The Supreme Court struck down many of FECA’s key provisions in Buckley v. Valeo (1976). Although upholding the cap on campaign contributions on the grounds that it served a “compelling governmental interest” in “limiting the actuality or the appearance of corruption,” the Court held that limits on independent expenditures unconstitutionally burdened the right to political speech. The Court also narrowed the disclosure rules so that only political advertisements that used expressed words of advocacy (so-called “magic words” such as “vote for” or “vote against”) were regulated.

Federal election campaign Act of 1974
The Watergate scandal that afflicted President Richard Nixon’s administration gave rise to the next wave of significant campaign reforms.
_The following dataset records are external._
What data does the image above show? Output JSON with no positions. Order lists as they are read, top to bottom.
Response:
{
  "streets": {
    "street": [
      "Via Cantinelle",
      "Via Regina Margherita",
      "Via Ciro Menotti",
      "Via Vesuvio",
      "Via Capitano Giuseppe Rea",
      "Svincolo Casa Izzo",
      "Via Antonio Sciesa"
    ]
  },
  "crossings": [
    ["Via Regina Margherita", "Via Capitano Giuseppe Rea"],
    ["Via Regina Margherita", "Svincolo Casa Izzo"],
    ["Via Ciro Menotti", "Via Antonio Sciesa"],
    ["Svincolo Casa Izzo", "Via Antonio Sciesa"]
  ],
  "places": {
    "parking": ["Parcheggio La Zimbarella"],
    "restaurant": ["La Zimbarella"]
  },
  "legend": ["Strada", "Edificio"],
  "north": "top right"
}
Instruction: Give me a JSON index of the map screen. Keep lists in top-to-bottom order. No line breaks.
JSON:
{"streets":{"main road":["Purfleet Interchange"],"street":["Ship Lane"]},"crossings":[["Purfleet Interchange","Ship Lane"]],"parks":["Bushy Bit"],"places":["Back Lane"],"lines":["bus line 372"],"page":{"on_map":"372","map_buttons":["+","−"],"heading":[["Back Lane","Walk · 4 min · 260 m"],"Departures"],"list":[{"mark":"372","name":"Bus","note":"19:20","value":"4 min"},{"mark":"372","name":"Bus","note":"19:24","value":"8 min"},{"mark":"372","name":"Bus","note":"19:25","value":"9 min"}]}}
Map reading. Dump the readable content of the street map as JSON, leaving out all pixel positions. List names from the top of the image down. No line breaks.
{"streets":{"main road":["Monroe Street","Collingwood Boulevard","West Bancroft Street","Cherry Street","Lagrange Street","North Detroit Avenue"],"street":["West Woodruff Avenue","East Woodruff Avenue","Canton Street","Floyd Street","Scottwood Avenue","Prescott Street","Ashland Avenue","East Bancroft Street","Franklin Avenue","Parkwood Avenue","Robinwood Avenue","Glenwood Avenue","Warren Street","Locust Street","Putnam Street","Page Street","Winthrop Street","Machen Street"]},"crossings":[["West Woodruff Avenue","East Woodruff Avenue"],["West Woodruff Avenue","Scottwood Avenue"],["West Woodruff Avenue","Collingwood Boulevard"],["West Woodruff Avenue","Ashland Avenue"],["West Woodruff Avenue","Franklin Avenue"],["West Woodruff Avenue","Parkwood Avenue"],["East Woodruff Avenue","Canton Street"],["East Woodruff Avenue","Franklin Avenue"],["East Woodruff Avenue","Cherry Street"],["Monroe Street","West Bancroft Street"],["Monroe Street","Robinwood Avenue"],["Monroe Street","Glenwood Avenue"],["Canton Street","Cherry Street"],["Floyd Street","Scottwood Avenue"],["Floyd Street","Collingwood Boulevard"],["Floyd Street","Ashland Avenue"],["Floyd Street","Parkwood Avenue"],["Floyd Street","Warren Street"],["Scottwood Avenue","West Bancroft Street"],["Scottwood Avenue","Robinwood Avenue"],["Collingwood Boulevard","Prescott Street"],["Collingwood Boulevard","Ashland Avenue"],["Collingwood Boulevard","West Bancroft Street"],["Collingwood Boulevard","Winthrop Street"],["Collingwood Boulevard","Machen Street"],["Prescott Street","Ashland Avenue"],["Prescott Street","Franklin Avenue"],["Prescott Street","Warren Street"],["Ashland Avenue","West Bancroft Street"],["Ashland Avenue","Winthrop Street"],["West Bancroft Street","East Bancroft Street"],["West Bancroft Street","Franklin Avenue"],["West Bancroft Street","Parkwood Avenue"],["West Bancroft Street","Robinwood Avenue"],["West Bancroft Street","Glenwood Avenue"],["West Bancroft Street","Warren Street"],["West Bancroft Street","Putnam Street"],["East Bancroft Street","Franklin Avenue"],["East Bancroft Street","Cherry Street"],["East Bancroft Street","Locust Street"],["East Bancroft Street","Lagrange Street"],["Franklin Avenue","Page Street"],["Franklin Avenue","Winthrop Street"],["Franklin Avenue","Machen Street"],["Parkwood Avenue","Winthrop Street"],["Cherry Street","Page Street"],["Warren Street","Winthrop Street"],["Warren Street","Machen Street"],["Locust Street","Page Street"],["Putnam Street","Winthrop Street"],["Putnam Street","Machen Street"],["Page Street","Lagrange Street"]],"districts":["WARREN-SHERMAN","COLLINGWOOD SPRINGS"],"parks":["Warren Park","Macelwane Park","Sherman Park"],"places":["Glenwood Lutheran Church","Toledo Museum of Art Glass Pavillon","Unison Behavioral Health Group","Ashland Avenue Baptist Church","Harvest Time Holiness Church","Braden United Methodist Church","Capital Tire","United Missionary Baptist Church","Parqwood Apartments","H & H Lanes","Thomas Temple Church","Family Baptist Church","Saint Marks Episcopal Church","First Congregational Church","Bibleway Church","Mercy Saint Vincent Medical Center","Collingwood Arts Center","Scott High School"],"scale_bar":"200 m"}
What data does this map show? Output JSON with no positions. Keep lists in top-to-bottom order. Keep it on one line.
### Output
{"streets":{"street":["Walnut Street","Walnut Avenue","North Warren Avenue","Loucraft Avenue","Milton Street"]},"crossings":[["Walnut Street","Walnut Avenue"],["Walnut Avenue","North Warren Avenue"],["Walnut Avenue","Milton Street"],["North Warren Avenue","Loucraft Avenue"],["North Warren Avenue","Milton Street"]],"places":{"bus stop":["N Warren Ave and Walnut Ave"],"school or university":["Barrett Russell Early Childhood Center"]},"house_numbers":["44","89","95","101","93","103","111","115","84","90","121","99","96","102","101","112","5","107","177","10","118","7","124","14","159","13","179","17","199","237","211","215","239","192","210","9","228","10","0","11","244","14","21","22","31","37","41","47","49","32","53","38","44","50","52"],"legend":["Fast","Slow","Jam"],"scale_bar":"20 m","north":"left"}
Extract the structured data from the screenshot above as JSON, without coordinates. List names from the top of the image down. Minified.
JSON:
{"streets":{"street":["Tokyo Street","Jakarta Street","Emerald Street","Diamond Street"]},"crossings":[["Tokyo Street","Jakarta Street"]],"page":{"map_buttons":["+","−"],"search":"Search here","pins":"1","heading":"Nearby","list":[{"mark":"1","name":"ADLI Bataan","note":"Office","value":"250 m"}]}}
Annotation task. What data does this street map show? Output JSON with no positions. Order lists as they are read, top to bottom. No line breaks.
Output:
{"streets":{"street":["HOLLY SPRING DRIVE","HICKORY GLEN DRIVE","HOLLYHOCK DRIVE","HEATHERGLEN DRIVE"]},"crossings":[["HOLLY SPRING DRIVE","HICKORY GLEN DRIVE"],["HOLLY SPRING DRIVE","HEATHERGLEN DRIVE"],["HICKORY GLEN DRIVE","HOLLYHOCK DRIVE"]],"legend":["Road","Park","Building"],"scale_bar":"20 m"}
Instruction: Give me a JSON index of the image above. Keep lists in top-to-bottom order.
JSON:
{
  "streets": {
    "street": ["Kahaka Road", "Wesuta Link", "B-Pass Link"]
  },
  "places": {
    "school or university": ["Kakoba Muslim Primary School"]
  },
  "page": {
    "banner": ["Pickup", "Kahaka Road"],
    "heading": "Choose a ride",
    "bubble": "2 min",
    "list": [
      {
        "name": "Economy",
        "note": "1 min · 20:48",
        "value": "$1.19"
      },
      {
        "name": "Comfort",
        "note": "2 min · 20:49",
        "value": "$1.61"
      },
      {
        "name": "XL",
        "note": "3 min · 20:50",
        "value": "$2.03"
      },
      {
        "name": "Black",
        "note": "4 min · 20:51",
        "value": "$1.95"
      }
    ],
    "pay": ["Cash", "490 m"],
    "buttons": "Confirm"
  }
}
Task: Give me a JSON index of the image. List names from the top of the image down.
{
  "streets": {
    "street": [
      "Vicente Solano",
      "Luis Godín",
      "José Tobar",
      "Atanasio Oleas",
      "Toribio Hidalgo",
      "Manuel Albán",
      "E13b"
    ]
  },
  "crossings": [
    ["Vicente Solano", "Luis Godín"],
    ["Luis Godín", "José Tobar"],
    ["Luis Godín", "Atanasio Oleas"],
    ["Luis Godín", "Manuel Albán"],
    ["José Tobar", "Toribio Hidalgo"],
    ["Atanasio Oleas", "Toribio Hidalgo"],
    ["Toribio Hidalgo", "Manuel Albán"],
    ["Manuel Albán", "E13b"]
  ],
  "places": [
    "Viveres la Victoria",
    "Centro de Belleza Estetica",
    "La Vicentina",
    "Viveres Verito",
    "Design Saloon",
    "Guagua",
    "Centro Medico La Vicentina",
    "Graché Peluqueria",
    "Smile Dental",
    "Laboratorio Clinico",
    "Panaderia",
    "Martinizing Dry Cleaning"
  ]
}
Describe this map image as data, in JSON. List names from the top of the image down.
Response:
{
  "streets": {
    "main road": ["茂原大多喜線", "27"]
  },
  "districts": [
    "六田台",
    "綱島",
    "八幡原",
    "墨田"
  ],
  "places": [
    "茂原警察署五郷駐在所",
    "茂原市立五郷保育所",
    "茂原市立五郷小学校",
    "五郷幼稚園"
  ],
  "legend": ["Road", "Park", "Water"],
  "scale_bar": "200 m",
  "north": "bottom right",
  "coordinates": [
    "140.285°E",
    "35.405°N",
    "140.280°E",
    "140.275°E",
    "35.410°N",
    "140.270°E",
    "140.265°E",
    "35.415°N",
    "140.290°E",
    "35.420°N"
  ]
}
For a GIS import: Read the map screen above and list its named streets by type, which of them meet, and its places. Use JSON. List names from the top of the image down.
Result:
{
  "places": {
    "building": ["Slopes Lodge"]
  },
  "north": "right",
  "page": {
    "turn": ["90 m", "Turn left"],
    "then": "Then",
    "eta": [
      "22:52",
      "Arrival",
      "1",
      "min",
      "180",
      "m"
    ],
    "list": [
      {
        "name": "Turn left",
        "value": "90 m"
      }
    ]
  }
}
Congress required fuller disclosure of and imposed limits on campaign contributions and expenditures in the 1974 amendments to the Federal Election Campaign Act (FECA). The Supreme Court struck down many of FECA’s key provisions in Buckley v. Valeo (1976). In this photo, former Special Prosecutor Archibald Cox, Mrs. Cox, Sen. Hugh Scott, R-Penna., and Sen. Edward Kennedy, D-Mass., left to right, enter the Supreme Court in 1975, to hear arguments in Buckley v. Valeo. (AP Photo, used with permission from the Associated Press)

Bipartisan Campaign Reform Act was another attempt at campaign finance reform

Candidates and organized interests soon exploited loopholes in the contribution and disclosure laws. Continuing public concern about the potentially corrupting influence of money on elections prompted Congress to try to reimpose meaningful contribution limits and disclosure rules. However, only after Congress was energized by allegations of favoritism toward soft money donors during the Clinton and Bush administrations did it enact BCRA in March 2002.

BCRA prohibited the national, state, and local political parties from using soft money to affect federal elections. All funds used must be heavily regulated “hard money,” complying with federal election restrictions on contributions and requirements for disclosure. The law also prohibited corporations, unions, and individuals from using their own funds to pay for election-related broadcast radio or television commercials that target candidates for federal office 30 days before a primary or 60 days before a general election. It eliminated Buckley’s distinction between campaign (“Vote for Smith”) and issue advocacy (“Smith is soft on terrorism”) commercials. Stricter disclosure rules about who funded the permitted commercials were imposed.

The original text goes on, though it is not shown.